The move comes as a shock, because for years Charney has had voting control of his company’s stock and he’s successfully faced down a series of sexual harassment allegations — many of which turned out to be false or have no legal basis. (Charney famously gave the company an overtly sexual image: He was known to have girls in bikinis wash the factory roof.)

Allan Mayer, the company’s newly-appointed co-chairman, told The L.A. Times, “This is not easy, but we felt the need to do what we did for the sake of the company … Our decision to do what we did was not the result of any problems with the company’s operations.” He said the board launched an investigation into Charney’s sex life earlier this year after “new information came to light.”

In the beginning ...

American Apparel was started by Dov Charney while he attended Tufts in the late 1980s.

By 1997, the company moved from Charleston, South Carolina, to Los Angeles. In 2000, American Apparel moved into its current Los Angeles factory. In 2006, the company was sold for more than $US380 million to Endeavour Acquisition Corporation.

Charney stayed on and still runs the company today.

In 2004, concerns about the sexual nature of the company's corporate culture emerged.

Charney gave an infamous interview with Claudine Ko, about the company, Charney, and the women around him.

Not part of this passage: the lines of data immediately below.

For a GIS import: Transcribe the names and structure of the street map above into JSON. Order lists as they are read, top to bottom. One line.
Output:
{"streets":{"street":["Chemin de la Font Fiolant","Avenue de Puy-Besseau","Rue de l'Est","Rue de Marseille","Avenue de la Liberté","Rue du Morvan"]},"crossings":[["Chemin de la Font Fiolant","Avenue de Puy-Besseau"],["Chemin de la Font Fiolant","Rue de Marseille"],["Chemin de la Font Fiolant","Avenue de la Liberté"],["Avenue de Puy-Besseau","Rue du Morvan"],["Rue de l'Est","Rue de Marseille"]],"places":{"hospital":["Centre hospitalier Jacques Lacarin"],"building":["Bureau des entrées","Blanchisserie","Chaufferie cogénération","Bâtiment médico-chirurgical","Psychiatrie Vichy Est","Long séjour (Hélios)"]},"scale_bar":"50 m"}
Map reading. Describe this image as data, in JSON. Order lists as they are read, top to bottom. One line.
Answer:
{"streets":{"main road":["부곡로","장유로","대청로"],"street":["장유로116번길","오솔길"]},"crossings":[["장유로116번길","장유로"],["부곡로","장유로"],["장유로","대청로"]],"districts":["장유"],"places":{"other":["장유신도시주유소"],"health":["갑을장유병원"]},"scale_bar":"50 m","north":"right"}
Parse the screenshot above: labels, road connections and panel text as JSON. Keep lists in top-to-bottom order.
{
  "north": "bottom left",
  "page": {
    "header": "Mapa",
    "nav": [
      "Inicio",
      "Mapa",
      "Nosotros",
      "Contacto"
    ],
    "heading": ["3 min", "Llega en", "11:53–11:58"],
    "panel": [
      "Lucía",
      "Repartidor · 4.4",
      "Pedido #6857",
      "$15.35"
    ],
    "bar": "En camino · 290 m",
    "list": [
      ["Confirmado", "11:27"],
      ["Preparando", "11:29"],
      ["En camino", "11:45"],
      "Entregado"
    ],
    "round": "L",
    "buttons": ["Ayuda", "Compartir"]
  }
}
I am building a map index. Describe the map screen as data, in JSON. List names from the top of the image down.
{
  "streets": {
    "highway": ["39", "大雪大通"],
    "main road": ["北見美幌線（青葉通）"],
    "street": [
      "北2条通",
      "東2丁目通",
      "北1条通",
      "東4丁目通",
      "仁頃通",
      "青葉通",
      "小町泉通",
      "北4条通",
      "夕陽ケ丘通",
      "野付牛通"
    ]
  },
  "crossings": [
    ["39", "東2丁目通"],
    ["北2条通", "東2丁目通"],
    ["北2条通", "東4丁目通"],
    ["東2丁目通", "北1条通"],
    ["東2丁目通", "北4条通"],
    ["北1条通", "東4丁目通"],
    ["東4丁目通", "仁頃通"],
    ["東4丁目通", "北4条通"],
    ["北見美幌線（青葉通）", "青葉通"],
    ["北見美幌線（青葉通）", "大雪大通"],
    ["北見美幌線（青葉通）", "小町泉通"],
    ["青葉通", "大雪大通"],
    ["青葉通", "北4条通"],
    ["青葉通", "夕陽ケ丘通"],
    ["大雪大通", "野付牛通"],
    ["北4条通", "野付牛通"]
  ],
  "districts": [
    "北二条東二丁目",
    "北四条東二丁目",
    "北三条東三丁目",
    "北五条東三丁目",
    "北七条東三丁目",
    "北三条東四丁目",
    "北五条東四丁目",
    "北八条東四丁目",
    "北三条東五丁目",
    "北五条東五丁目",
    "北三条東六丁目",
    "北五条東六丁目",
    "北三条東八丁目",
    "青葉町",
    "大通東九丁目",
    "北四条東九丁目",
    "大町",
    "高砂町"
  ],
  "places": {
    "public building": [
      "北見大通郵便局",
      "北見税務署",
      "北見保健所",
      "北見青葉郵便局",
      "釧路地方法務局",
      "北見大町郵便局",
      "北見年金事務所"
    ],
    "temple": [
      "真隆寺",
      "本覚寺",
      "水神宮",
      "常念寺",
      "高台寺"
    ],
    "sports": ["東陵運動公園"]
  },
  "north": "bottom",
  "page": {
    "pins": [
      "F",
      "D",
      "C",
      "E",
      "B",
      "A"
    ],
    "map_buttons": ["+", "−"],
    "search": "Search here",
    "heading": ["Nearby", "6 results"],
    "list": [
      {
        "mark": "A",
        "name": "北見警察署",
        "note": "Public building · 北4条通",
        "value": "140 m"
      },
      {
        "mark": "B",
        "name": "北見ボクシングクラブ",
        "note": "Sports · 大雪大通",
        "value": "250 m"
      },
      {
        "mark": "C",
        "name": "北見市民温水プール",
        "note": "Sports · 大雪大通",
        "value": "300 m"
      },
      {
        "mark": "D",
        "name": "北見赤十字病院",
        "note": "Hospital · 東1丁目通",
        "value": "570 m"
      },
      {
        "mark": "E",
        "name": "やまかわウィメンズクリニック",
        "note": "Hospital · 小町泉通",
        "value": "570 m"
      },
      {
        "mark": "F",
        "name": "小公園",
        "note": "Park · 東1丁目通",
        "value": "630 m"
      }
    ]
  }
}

Ko claimed Charney masturbated in front of her -- multiple times.

What followed were a series of lawsuits from former employees, totaling nine by 2013, regarding sexual harassment, naked pictures, and more. In one of them, filed in 2011, a woman alleged Charney trapped her in his home as a sex slave.

But by the mid-2000s, sales were booming.

2008 was a very good year, until ...

... Charney called his CFO a 'complete loser.'

Ken Cieply resigned a few weeks later and the stock had one of its worst months in history. It would get temporary reprieve, but then suffer with the rest of the markets in the fall of that year.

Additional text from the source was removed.